> **TASK BRIEF**
Look through the data below and work out how many lines hold "Start"; state only the number.
═══
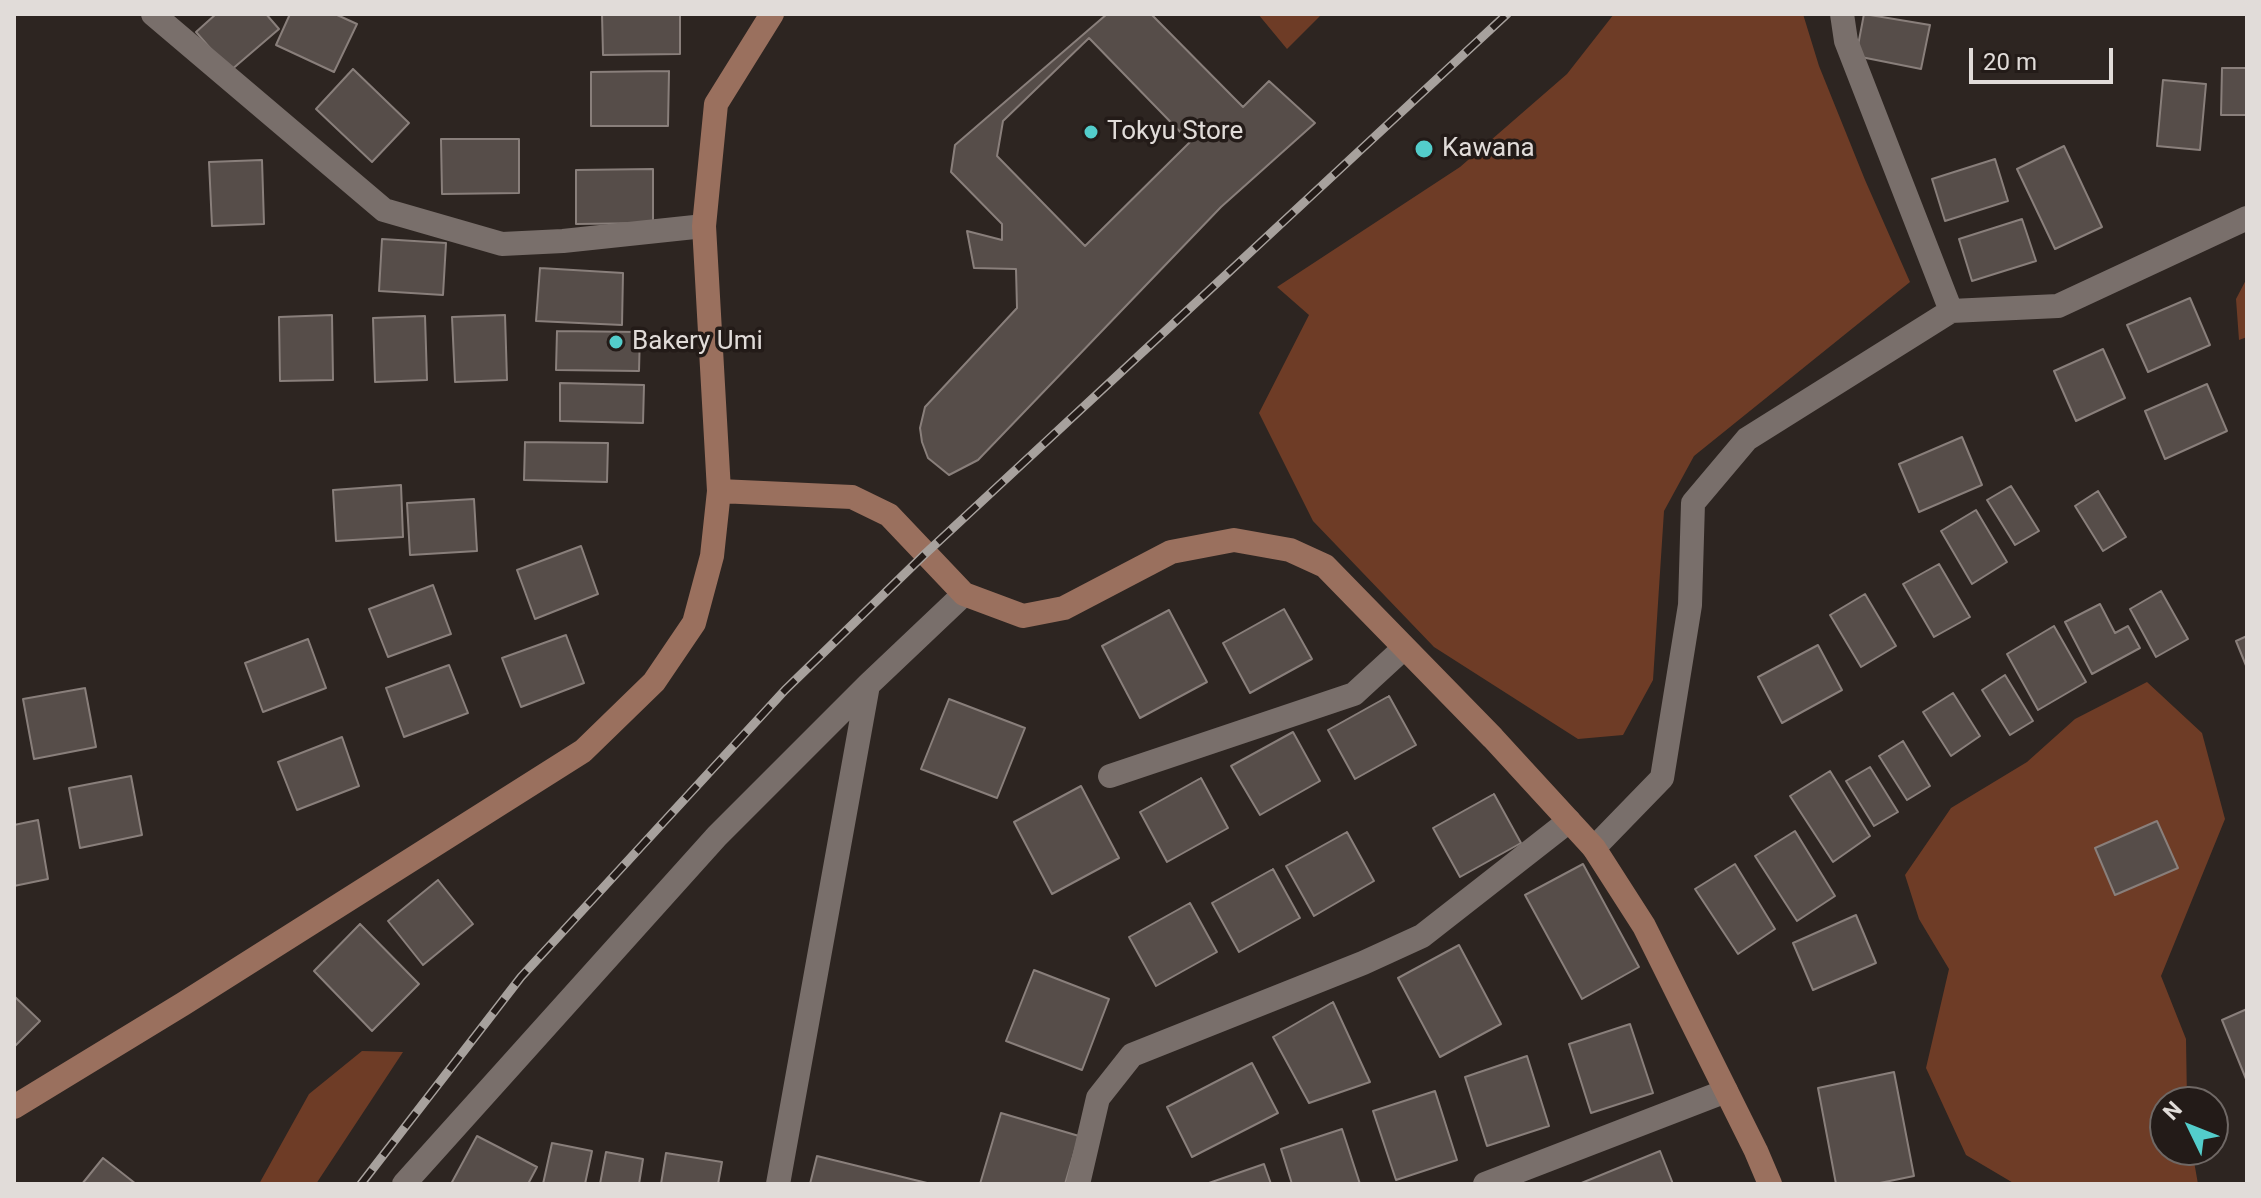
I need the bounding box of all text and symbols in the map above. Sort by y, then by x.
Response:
scale bar [1973,32,2117,82]
text: 20 m [1983,48,2037,76]
place label: Tokyu Store [1107,116,1243,148]
marker: Tokyu Store [1082,123,1100,141]
place label: Kawana [1442,133,1535,165]
marker: Kawana [1413,138,1435,160]
place label: Bakery Umi [632,326,763,358]
marker: Bakery Umi [607,333,625,351]
north arrow [2149,1086,2229,1166]
text: N [2158,1096,2187,1125]

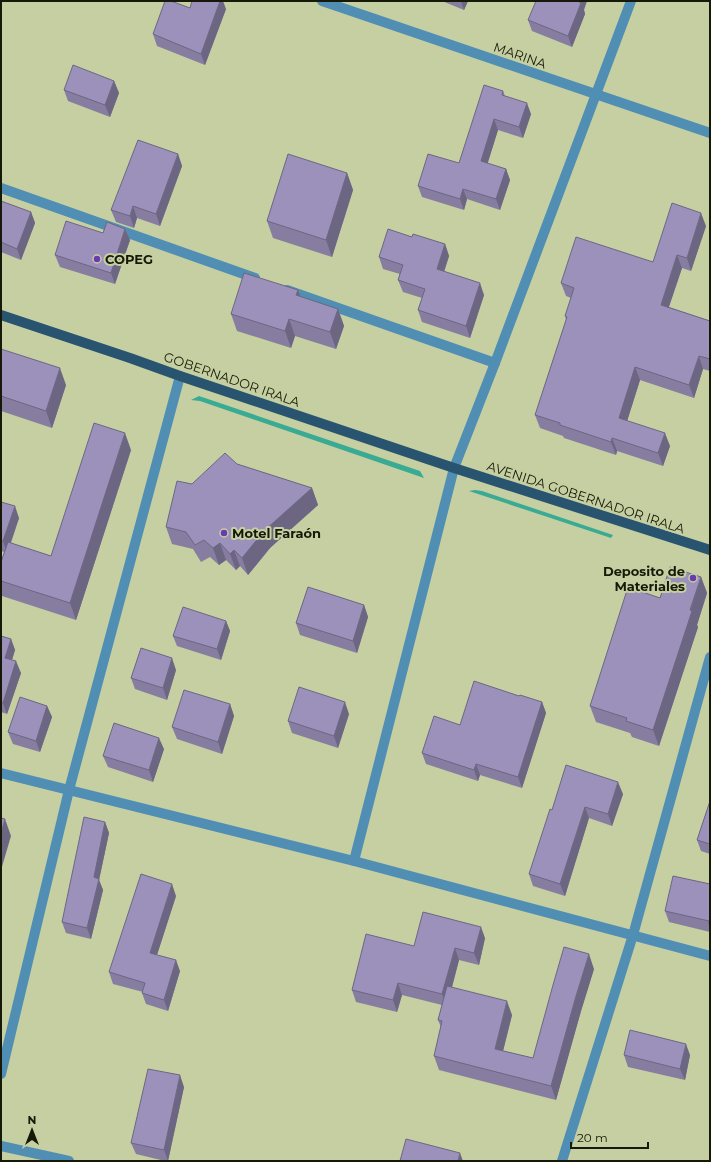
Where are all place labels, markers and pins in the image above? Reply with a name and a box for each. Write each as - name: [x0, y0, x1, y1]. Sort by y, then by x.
- place label: COPEG: [105, 251, 153, 267]
- marker: COPEG: [92, 254, 102, 264]
- place label: Motel Faraón: [232, 525, 321, 541]
- marker: Motel Faraón: [219, 528, 229, 538]
- place label: Deposito de Materiales: [603, 563, 685, 594]
- marker: Deposito de Materiales: [688, 573, 698, 583]

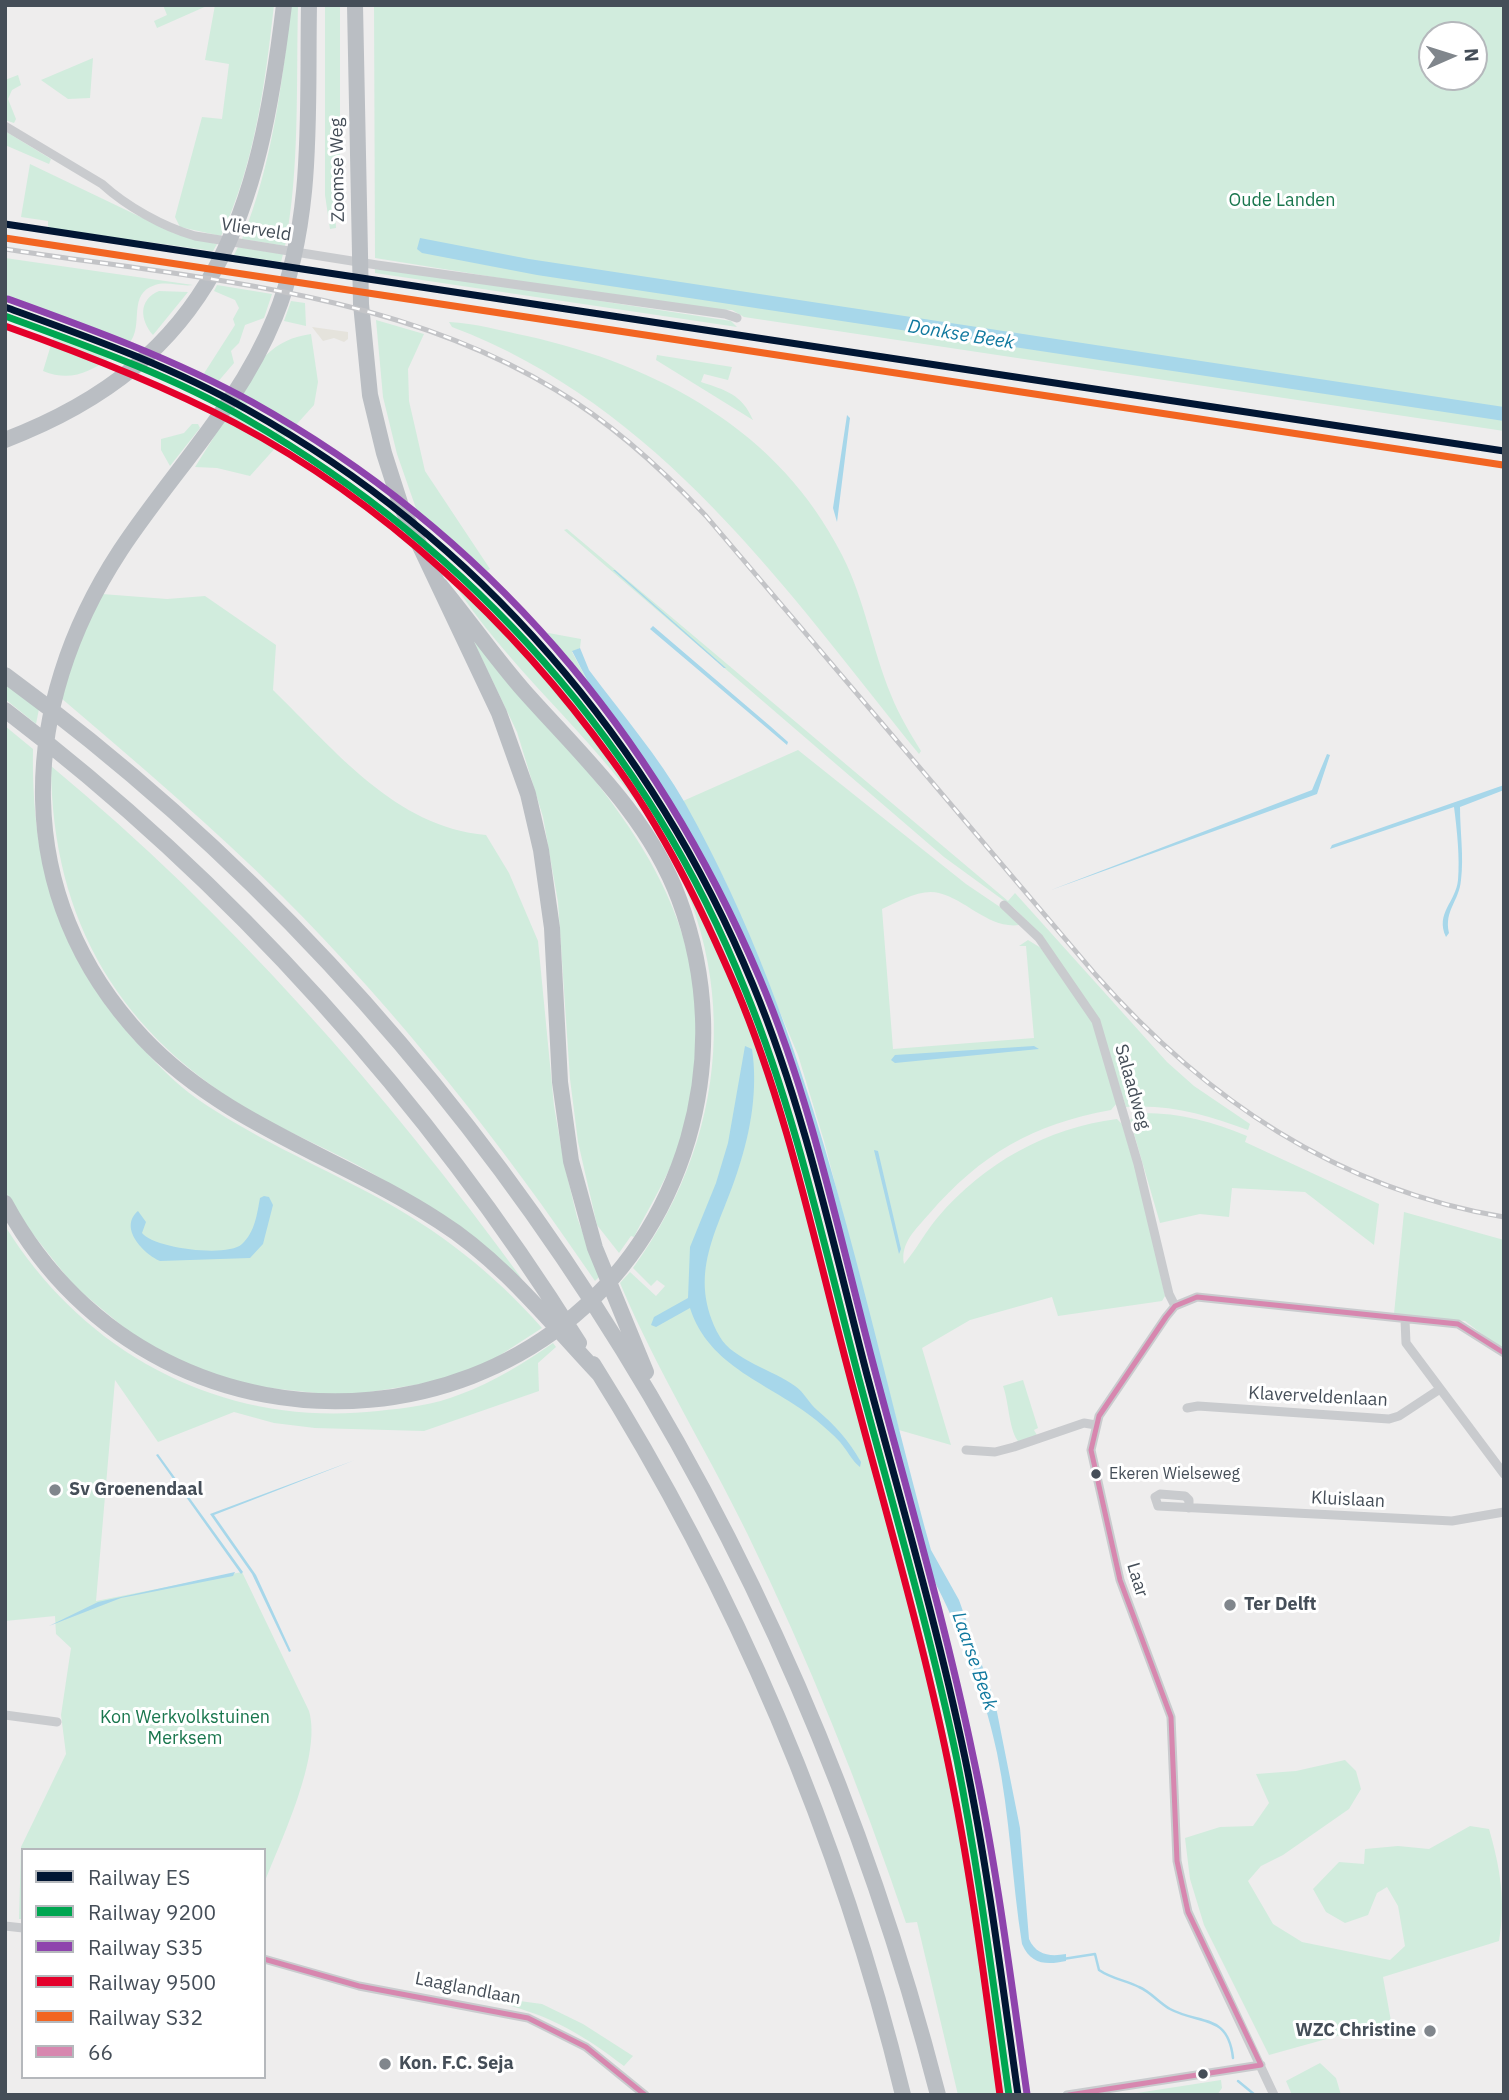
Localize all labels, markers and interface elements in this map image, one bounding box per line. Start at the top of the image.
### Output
north arrow [1418,21,1488,91]
text: N [1460,47,1484,62]
street label: Zoomse Weg [326,118,350,222]
park label: Oude Landen [1229,190,1335,212]
street label: Vlierveld [219,214,293,246]
water label: Donkse Beek [906,315,1016,355]
street label: Salaadweg [1110,1042,1154,1132]
street label: Klaverveldenlaan [1248,1383,1388,1411]
place label: Ekeren Wielseweg [1109,1464,1240,1484]
marker: Ekeren Wielseweg [1089,1467,1103,1481]
place label: Sv Groenendaal [69,1479,203,1501]
marker: Sv Groenendaal [47,1482,63,1498]
street label: Kluislaan [1310,1487,1386,1513]
street label: Laar [1122,1560,1152,1600]
place label: Ter Delft [1244,1594,1316,1616]
marker: Ter Delft [1222,1597,1238,1613]
water label: Laarse Beek [947,1609,1001,1713]
park label: Kon Werkvolkstuinen Merksem [100,1707,270,1750]
legend [21,1848,266,2079]
text: Railway ES [88,1863,190,1891]
text: Railway 9200 [88,1898,216,1926]
text: Railway S35 [88,1933,203,1961]
text: Railway 9500 [88,1968,216,1996]
street label: Laaglandlaan [413,1968,523,2010]
text: Railway S32 [88,2003,203,2031]
place label: WZC Christine [1295,2020,1416,2042]
marker: WZC Christine [1422,2023,1438,2039]
text: 66 [88,2038,113,2066]
place label: Kon. F.C. Seja [399,2053,514,2075]
marker: Kon. F.C. Seja [377,2056,393,2072]
unlabelled marker [1196,2067,1210,2081]

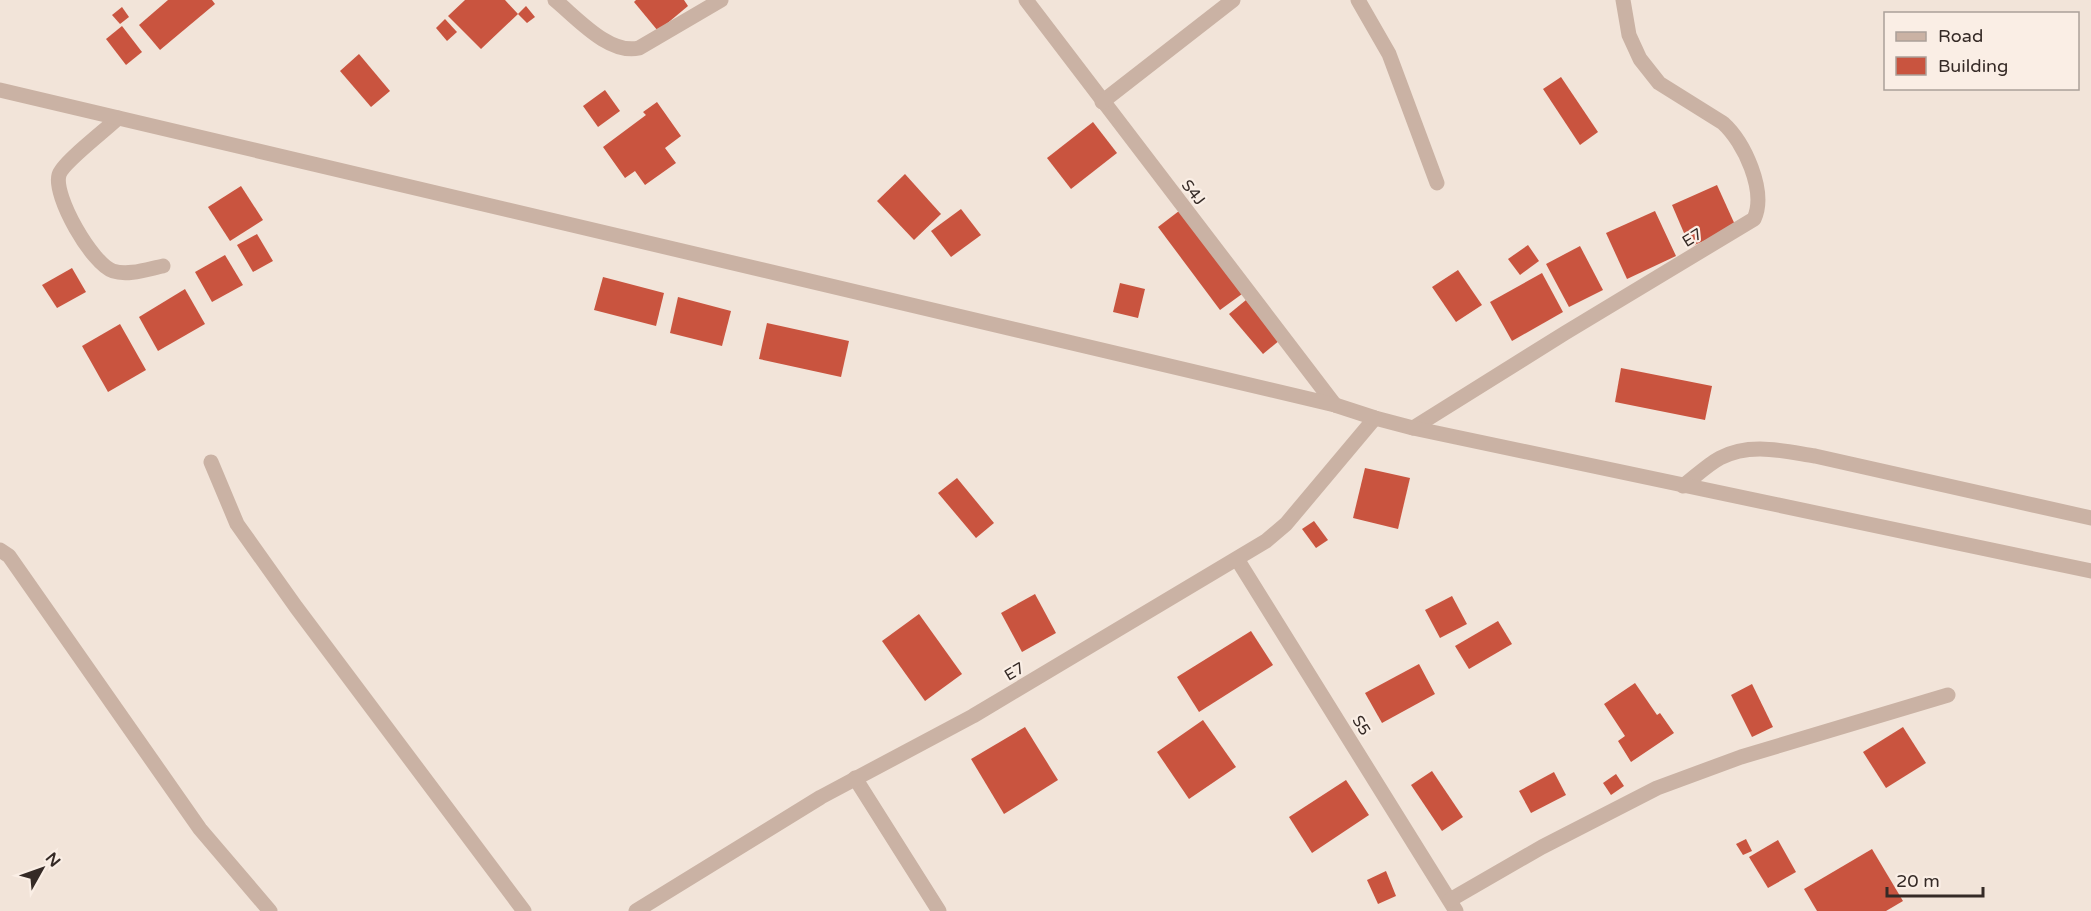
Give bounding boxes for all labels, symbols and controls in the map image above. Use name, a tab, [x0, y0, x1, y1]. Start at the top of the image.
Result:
═══
> **REPLY TO THE TASK**
2